Rocha reforça a importância de se alimentar o conhecimento dos desafios que o país tem à frente, especialmente quanto à agenda relativa ao Sistema Único de Saúde (SUS), que ganhou relevância no enfrentamento do período mais crítico de contágio de Covid-19, assim como para a conquista de importantes índices de vacinação. “Estamos falando de um sistema de gere uma escala incrível. São 12 milhões de internação ao ano, que equivalem a duas Dinamarcas. Meio bilhão de consultas médicas, que é mais que os Estados Unidos inteiro”, ilustra. “Apesar de um gasto per capita baixo, é o SUS que tem que lidar com todo tipo de problema, de diabetes e hipertensão a violência, dengue infecciosa, acidente de trânsito, tudo em escala continental.” Para Rocha, é preciso conscientizar a sociedade que saúde custa, e tende a custar ainda mais, diante do envelhecimento da população. “Por outro lado, ainda há muita margem para ganhos de eficiência, com melhor coordenação do sistema, o que pode nos ajudar a ampliar a qualidade e cobertura do sistema”, diz.

“A pandemia nos trouxe uma série de reflexões importantes, que não podemos desperdiçar”, destaca Mônica Viegas (Cedeplar/UFMG), coautora do capítulo do livro que trata de saúde suplementar e regulação. “Trata-se do segundo maior mercado de planos de saúde do mundo, colocando o Brasil como referência também do ponto de vista do setor privado”, ilustra.

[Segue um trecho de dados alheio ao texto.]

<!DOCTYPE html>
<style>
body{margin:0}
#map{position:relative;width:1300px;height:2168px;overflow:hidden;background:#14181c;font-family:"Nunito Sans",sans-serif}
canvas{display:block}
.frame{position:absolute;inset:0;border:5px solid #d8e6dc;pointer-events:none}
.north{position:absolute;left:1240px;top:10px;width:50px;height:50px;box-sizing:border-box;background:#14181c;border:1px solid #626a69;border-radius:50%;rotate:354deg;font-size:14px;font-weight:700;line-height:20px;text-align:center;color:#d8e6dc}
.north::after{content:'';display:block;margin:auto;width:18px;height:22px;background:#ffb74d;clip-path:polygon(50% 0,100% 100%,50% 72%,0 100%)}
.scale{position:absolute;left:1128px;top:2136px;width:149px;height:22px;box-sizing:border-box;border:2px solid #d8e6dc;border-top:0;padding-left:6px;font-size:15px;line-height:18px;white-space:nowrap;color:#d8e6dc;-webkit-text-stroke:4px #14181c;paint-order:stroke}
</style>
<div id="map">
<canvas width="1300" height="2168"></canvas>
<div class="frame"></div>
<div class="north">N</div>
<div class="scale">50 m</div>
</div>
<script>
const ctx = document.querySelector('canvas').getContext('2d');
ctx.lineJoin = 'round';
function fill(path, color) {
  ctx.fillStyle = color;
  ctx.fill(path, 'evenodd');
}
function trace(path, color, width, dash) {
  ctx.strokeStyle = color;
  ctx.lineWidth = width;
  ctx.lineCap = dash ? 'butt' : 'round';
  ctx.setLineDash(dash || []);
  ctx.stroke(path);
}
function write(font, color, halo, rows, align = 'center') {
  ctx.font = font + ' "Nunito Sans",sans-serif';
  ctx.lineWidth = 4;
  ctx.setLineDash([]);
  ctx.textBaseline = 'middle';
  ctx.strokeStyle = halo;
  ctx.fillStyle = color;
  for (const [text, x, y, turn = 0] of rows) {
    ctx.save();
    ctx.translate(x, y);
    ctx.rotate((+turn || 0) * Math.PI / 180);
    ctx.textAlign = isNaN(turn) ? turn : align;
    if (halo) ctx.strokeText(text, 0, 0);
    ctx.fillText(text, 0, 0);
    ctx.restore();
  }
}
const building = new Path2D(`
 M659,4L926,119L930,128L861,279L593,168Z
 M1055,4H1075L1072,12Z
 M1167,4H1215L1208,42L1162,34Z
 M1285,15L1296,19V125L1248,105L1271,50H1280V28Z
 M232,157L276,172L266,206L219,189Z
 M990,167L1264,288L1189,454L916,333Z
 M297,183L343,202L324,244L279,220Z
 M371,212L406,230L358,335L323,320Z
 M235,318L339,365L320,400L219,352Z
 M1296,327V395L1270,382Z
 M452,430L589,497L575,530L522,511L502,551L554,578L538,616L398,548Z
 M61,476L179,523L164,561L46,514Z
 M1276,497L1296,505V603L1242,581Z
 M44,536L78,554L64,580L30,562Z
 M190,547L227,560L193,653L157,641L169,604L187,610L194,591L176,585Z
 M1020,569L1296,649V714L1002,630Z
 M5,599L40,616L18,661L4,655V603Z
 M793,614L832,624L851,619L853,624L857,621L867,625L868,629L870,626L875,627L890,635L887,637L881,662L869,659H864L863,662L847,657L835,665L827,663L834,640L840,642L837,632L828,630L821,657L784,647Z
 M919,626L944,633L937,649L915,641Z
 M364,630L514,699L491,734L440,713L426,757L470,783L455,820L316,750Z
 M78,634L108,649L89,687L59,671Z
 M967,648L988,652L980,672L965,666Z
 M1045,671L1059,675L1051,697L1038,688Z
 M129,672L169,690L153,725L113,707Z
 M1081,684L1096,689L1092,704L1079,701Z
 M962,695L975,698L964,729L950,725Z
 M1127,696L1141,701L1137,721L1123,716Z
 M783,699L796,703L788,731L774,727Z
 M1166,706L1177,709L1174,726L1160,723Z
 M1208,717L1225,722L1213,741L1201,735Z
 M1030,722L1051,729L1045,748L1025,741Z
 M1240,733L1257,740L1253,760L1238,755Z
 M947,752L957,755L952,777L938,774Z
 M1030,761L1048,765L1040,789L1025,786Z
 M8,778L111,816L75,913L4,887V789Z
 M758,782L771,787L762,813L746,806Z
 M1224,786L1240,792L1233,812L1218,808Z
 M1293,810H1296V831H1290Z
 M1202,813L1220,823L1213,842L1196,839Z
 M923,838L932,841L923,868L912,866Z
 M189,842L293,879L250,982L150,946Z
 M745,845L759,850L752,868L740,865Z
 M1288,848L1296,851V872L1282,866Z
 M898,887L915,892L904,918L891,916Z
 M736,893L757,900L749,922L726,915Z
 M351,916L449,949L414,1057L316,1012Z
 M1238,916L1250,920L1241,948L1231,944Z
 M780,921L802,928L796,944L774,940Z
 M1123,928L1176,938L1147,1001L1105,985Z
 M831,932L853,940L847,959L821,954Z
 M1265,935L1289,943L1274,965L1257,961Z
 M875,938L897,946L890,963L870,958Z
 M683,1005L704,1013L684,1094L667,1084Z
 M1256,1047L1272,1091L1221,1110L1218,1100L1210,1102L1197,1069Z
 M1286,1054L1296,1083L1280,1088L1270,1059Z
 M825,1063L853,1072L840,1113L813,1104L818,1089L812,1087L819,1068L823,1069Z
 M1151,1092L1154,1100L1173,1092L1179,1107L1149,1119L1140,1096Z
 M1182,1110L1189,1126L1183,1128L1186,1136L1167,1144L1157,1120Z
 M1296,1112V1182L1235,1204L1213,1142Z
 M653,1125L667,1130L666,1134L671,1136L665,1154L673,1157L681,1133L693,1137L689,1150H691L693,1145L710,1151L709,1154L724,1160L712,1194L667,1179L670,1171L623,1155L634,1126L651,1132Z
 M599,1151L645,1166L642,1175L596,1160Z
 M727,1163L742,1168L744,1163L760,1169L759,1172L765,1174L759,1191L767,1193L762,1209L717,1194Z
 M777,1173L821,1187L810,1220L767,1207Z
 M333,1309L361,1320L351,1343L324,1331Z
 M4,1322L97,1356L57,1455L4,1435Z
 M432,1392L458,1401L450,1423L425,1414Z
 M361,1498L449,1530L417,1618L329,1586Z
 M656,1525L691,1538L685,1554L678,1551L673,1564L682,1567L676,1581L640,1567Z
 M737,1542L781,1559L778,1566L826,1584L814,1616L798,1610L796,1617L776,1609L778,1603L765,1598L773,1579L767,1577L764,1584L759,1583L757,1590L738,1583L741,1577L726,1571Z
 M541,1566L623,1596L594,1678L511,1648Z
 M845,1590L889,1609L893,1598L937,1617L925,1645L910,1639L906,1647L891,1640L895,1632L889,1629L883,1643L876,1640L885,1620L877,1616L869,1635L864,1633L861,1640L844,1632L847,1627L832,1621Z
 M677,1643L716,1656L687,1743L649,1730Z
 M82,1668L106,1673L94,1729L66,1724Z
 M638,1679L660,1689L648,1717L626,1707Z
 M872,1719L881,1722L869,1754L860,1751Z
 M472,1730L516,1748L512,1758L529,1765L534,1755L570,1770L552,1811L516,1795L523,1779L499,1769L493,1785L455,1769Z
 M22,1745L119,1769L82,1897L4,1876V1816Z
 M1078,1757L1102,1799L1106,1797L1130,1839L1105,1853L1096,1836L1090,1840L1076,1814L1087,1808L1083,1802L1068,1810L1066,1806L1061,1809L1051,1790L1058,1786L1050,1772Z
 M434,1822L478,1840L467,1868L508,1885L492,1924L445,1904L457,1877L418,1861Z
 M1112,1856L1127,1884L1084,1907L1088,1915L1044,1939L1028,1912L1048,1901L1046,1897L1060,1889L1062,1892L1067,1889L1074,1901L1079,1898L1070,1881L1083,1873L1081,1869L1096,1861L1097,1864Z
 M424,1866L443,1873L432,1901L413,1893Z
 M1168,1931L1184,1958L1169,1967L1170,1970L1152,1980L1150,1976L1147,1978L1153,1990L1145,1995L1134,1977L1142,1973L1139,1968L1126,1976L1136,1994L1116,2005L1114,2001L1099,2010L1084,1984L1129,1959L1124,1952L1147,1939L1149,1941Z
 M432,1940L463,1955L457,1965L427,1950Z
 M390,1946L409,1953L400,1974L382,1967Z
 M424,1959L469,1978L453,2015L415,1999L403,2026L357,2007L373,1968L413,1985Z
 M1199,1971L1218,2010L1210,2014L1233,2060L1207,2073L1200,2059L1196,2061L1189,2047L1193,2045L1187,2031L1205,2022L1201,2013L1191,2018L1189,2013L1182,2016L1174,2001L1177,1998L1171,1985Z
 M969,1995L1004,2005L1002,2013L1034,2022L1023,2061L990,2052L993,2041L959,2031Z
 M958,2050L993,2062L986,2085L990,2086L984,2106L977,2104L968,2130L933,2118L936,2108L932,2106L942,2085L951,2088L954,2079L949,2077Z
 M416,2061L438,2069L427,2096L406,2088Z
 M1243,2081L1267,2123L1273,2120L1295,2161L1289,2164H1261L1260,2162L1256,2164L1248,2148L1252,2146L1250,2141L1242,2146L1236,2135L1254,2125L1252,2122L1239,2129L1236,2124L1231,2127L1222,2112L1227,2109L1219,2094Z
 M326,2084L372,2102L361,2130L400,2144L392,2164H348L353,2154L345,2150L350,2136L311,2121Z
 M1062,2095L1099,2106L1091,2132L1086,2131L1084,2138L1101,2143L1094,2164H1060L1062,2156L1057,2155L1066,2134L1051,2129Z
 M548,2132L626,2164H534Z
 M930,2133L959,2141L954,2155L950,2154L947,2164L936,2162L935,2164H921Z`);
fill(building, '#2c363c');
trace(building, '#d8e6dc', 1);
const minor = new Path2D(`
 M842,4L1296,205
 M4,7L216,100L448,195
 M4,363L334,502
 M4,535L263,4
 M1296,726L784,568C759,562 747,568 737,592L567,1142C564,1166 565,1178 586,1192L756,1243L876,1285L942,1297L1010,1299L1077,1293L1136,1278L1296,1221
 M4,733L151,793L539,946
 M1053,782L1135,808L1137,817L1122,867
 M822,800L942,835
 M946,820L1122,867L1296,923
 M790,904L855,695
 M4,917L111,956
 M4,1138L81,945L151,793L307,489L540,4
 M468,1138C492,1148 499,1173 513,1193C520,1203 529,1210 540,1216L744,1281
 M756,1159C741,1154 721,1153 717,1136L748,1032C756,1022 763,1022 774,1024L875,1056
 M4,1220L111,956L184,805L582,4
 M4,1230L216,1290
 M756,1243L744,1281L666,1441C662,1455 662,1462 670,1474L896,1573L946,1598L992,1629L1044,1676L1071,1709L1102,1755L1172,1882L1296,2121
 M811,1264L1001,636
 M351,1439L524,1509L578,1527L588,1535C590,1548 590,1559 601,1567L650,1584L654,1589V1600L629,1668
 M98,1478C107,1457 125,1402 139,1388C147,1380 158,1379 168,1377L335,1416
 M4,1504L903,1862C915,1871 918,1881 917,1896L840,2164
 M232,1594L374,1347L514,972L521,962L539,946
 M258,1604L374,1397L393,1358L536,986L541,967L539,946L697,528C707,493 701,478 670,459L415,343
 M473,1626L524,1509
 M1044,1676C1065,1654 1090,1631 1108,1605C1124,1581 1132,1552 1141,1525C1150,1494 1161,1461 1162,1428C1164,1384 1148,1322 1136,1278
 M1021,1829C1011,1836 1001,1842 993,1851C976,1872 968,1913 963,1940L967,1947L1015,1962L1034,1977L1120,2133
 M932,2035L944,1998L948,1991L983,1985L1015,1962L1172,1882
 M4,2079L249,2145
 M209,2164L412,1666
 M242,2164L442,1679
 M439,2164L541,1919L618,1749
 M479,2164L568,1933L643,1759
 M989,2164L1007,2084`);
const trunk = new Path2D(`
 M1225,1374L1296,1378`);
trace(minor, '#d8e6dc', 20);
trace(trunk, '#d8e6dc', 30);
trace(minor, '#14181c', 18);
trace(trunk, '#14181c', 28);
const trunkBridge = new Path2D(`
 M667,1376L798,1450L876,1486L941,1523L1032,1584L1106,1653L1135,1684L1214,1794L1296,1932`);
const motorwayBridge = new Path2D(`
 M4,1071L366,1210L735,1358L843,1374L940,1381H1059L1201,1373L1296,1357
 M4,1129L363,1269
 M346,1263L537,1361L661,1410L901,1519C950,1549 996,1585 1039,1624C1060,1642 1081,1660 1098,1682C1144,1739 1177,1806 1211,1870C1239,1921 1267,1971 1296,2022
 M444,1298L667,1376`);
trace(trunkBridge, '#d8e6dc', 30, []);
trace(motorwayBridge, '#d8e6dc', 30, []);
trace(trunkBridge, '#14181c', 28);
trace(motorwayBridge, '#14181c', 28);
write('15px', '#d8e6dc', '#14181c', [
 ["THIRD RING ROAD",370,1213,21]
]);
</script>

Mônica destaca o fato de que, diferentemente de sistemas como o dos Estados Unidos, no qual os planos de saúde trabalham com pouca intervenção, o Brasil se diferencia por ter um modelo regulatório menos independente. “Temos um modelo interessante de regulação tanto tipo de contrato quanto do rol de benefícios, o que reduz um pouco a capacidade da operadora de fazer seleção de riscos, oferecendo uma certa proteção ao consumidor”, descreve. “A agência não regula preço de entrada, mas regula reajuste de preços em planos individuais, com base na sustentabilidade financeira. Já nos planos coletivos, espera-se que a barganha entre empregador-operadora ajuste o mercado.”  Regulação de fiscalização de cumprimento de contrato, monitoramento de indicadores e portabilidade são outros elementos que Mônica cita como de destaque no caso brasileiro. “Isso é importante porque o Brasil o setor privado traz o desafio de concorrer com o sistema público - do ponto de vista de profissionais, da incorporação de tecnologias, da rede de serviços. Não é trivial ter um sistema misto que opera com dois subsistemas fortes, vamos dizer assim”, afirma, lembrando que, diferentemente de outros países e que o sistema privado é restrito a grupos de renda muito elevados, no Brasil ele atende a cerca de 25% da população.

“Aqui, nosso desafio é aprimorar a relação entre saúde pública e privada”, afirma, lembrando que o compartilhamento de redes e tratamentos se dá de maneira diferente, dependendo da região do país. Para ela, o ponto-chave para conciliar ambos os sistemas de forma virtuosa está em mitigar a criação de mecanismos paralelos, visando à integração de sistemas de informação que aprimorem a coordenação e a eficácia em ambos os serviços. “Não é algo trivial, que se resolve com uma lei.  Mas é fundamental para o aprimoramento do sistema de saúde como um todo”, diz. Nesse ponto, Mônica também destaca  a necessidade de o SUS se adaptar às novas ferramentas para aproximação entre médico e paciente, visando fortalecer especialmente a atenção primária. “O SUS tem que estar perto das pessoas para conseguir levar mais atenção. Tal com foi o Conecte SUS para o comprovante de vacina, temos que fazer valer para facilitar o agendamento de um serviço, o contato com um médico”, diz, ressaltando a capacidade comprovada e a oportunidade criada para “uma reviravolta no sistema nacional de saúde”, diz. “Há muito a ser feito, mas acho que já avançamos no sentido de tornar o SUS uma realidade inexorável, algo que definitivamente não tem mais volta”, afirma. E que o livro pode colaborar para entendê-la – e defendê-la – melhor.

 


As opiniões expressas neste artigo são de responsabilidade exclusiva do autor, não refletindo necessariamente a opinião institucional da FGV.